The headline at the Suffolk County Planning Commission on Wednesday will be county’s single-largest housing project ever — the $4 billion Heartland Town Square and its 9,100 units.
But the commission, beset by internal tensions, also faces a critical vote the same day on who will lead the severely split board for the next year.
Chairwoman Jennifer Casey, a lawyer from Huntington Station who was considered a middle-of-the-road choice when selected last year, is expected to face a challenge for the second year in a row from board member Michael Kelly, a developer who once led the Long Island Builders Institute.
“The real root of this is that there is a conflict for control of the planning commission,” said Adrienne Esposito, commission vice chair and executive director of the nonprofit Concerned Citizens for the Environment.
Esposito, a Casey backer, argued that Kelly, “believes we should support whatever the planning staff says. It’s better for the public to have a neutral party, like Jennifer, as chair. It’s our job to provide an independent evaluation of the regional impact of a project; we’re not there to be finger puppets.”
But Mitchell Pally, executive director of the Long Island Builders Institute, said the commission often oversteps its bounds, reviewing nitty-gritty planning details that are town responsibilities.
“The county should only look at how projects fit into county priorities,” said Pally. “Unfortunately, that’s not always the case.”
The sides in the battle over the leadership of the 15-member commission, which has one vacancy, are almost evenly divided.
The outcome could hinge on whether commission member Nicholas Planamento, who will be returning from a trip, can vote by video conferencing from Kennedy Airport. The commission needs eight for a quorum, and at least eight votes are needed to elect a chair.
Robert Freeman, executive director of the Committee on Open Government, said Valerie Smith, an assistant Suffolk County attorney, consulted with him about the issue. He said she questioned whether Planamento should be allowed to participate from the airport site because any member of the public who wants to see him there would have to pay for parking.
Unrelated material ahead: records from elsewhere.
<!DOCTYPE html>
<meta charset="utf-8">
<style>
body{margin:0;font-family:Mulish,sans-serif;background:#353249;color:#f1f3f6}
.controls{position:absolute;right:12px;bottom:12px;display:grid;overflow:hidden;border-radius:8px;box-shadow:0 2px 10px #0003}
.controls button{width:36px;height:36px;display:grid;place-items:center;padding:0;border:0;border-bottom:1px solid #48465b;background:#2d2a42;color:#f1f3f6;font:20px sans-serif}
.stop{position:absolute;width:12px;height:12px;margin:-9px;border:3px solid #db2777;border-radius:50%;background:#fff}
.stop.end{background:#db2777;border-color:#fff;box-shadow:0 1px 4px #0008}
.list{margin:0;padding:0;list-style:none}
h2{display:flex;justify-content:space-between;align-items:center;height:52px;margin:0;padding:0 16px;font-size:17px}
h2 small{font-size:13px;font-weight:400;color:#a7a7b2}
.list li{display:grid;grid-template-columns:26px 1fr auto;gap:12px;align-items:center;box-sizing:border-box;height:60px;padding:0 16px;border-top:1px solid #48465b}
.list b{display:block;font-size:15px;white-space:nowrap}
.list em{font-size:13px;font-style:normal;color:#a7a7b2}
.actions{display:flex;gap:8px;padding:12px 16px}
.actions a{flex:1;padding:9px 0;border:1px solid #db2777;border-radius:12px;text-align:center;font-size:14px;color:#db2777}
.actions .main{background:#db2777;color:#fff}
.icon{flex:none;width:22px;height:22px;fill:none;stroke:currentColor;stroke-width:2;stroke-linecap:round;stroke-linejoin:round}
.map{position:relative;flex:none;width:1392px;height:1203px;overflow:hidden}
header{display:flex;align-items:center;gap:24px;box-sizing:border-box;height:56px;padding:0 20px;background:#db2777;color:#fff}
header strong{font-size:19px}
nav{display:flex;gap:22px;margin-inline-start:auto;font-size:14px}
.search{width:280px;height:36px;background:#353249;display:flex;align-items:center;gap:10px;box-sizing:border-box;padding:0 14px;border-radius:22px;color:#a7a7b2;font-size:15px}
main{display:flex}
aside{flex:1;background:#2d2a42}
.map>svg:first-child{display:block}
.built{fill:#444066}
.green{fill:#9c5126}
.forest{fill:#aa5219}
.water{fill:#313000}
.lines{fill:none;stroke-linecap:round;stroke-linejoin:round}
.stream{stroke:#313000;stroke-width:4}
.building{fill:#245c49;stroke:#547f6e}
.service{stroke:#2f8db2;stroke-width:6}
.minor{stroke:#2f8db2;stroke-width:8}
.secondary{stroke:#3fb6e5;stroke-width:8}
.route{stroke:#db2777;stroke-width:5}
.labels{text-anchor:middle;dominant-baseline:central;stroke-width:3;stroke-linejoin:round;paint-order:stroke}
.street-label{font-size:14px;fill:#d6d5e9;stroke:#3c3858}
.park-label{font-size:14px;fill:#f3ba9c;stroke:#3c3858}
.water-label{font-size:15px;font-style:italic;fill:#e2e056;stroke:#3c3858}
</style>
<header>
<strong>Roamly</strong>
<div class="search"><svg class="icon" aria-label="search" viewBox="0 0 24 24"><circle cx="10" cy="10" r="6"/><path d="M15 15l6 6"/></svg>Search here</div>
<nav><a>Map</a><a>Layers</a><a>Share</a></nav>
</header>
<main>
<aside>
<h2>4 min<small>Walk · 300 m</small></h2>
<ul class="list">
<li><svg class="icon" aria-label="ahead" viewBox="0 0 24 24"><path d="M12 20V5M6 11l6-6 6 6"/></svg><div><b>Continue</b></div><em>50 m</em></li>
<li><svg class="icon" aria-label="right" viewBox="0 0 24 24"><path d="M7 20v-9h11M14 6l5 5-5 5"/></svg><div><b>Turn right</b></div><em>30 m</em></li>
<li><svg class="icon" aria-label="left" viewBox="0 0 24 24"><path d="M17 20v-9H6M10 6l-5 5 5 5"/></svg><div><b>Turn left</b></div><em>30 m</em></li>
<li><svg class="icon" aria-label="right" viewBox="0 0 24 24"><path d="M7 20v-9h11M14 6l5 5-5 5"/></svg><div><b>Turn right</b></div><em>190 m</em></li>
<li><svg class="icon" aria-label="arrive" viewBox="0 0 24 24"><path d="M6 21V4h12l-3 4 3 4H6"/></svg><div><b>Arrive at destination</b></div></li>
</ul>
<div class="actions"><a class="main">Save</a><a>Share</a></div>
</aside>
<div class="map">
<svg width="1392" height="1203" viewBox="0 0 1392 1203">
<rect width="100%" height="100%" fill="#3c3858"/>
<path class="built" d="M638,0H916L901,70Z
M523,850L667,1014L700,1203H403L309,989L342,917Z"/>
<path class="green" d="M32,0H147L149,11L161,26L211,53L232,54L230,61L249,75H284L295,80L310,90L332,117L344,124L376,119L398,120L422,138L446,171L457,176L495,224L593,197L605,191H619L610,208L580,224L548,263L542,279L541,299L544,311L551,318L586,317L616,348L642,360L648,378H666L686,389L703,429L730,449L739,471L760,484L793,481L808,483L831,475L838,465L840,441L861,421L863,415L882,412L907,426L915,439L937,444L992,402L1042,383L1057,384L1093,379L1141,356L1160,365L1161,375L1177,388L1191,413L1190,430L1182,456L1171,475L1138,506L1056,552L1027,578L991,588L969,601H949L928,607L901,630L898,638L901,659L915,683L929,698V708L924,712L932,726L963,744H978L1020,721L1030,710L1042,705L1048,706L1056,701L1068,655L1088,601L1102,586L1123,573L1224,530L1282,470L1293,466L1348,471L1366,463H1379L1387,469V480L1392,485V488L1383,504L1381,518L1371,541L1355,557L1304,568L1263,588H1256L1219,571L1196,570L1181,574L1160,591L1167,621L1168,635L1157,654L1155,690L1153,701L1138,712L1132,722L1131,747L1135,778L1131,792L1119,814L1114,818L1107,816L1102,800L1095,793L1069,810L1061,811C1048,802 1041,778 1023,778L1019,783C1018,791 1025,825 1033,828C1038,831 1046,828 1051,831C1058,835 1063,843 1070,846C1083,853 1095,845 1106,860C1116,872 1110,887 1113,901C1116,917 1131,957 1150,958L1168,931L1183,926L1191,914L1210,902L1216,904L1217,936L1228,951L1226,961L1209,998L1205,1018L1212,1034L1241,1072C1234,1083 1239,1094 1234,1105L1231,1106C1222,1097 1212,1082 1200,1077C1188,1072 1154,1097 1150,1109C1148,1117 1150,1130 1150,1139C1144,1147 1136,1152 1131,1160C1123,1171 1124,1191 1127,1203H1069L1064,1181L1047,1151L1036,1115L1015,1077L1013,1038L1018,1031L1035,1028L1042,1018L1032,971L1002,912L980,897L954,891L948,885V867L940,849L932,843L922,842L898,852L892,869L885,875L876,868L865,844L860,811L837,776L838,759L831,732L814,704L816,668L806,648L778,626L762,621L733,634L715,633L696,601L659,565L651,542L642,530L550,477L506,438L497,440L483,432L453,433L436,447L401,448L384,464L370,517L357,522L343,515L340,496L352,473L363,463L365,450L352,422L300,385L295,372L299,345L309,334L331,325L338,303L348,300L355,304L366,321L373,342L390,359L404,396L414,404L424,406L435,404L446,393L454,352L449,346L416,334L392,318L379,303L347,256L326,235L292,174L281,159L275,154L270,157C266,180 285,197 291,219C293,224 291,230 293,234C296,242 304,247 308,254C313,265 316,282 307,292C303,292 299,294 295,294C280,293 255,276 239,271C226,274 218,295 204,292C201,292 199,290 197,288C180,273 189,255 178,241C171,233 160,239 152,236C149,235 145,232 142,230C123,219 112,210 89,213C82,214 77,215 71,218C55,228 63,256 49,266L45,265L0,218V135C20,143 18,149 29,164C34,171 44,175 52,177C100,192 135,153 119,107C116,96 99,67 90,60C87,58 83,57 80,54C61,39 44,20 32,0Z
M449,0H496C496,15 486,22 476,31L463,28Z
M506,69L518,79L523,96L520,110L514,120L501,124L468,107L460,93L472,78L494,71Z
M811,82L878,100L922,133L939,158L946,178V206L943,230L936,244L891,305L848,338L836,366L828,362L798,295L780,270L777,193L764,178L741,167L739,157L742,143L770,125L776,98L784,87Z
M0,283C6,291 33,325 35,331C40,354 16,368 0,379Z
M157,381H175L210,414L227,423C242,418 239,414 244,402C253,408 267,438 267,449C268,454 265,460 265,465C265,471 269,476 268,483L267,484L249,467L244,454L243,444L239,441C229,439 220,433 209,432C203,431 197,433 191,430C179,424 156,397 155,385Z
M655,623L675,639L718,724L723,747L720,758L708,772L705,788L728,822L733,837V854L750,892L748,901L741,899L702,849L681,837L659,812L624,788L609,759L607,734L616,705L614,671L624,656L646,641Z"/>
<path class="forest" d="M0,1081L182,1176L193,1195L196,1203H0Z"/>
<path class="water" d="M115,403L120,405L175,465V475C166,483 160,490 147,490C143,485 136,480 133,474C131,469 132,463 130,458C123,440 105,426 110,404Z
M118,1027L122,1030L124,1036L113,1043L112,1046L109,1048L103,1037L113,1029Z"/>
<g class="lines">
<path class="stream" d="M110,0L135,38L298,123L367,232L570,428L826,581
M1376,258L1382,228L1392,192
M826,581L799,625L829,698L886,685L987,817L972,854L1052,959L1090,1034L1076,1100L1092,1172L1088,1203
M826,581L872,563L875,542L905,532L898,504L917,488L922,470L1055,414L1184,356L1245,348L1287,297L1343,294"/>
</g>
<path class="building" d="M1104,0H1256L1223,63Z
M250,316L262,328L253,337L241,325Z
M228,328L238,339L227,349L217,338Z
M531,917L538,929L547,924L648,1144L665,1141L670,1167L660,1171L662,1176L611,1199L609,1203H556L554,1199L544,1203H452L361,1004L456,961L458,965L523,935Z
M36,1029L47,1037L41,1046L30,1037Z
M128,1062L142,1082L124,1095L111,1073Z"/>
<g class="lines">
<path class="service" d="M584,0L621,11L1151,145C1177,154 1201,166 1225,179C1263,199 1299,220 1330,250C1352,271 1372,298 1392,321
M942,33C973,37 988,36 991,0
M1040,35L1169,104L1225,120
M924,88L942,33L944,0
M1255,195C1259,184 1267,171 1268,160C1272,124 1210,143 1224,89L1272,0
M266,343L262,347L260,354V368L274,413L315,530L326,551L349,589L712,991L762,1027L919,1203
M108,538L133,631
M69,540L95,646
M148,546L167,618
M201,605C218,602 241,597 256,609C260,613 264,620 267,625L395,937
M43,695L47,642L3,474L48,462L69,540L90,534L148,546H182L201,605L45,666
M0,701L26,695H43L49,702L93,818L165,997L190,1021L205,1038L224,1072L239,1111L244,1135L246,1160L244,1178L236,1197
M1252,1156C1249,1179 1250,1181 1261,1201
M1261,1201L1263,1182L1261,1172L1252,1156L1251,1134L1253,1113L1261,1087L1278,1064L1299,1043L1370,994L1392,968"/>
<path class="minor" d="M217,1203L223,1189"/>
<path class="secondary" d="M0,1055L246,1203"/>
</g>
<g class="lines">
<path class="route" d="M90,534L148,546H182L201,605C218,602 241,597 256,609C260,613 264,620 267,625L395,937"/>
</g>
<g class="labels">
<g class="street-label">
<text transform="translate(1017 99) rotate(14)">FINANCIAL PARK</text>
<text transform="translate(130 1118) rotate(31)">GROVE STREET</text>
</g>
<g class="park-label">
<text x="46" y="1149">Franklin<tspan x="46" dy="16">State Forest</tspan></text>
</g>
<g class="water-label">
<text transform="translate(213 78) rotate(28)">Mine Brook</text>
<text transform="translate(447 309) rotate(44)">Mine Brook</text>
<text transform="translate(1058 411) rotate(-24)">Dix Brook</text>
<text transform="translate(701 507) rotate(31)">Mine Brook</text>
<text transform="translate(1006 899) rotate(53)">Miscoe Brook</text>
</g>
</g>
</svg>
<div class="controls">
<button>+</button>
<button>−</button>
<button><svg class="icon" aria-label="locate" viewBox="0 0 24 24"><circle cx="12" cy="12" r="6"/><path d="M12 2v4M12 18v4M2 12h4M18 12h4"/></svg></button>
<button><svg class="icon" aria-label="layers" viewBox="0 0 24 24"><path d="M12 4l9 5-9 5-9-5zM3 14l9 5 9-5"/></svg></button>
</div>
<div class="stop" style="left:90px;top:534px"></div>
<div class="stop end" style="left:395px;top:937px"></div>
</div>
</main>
He said Smith’s concern was based on a state advisory opinion which barred a local board from holding meetings in a restaurant because interested residents would be expected to buy something, Freeman said. But Freeman said the facts here are different because only one commission member is involved and the public is likely to take part at the Riverhead hearing, where they can interact with Planamento by video.
Commission member Nicholas Morehead of Shelter Island, who is ill, is being allowed to link in by video from his local Town Hall, a site the public can access.
Smith’s boss, county attorney Dennis Brown, said discussions about the voting issue were held with the state. But he said he couldn’t “comment at this point on the nature and extent that a video conference can be held” because the issue was “under review.”
Infighting on the commission first was sparked by the board’s rejection of Tuckahoe Center, a supermarket shopping center in Southampton on traffic-snarled County Road 39. Kelly walked out of the meeting in protest.
When the commission later reversed its stand, member Barbara Roberts, an environmentalist, resigned in protest. She accused County Executive Steve Bellone of interfering with planning staff reports and of trying to make the commission “his blind puppet.” Bellone aides deny the assertions.
“I’ve been trying to pull everyone together,” said Casey, an attorney from Huntington Station. “But the commission’s job is to be an independent body, not a rubber stamp for politicians and developers.”
Kelly said he is willing to serve as chairman if others want him, but declined to comment further because policy has been for the chairman to speak for the commission.
“I’m staying focused on Heartland which the most significant thing the county has had in generations,” Kelly said. “Everything else is peripheral.”